## Exercise inputs
______________________________

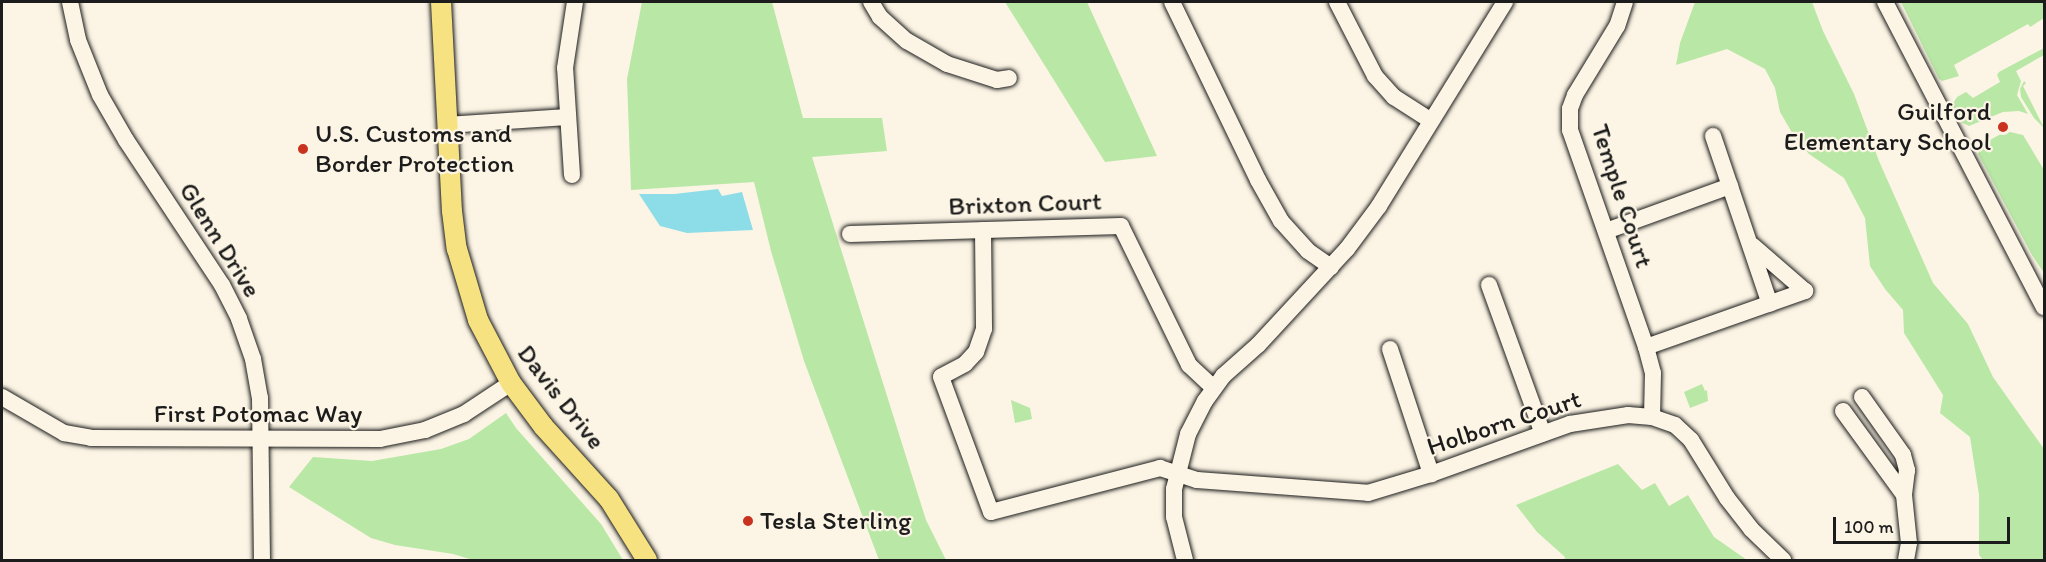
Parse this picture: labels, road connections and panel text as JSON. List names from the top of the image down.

______________________________

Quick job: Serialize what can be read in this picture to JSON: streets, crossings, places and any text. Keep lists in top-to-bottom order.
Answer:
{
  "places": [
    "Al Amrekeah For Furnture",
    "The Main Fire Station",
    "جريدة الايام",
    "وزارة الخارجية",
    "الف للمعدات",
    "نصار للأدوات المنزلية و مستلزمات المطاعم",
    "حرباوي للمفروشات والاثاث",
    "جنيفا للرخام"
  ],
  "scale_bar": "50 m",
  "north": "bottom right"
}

______________________________

## Instructions for the task
Filter the records above down to the lines containing "JSON".

## Written solution
Parse this picture: labels, road connections and panel text as JSON. List names from the top of the image down.
Quick job: Serialize what can be read in this picture to JSON: streets, crossings, places and any text. Keep lists in top-to-bottom order.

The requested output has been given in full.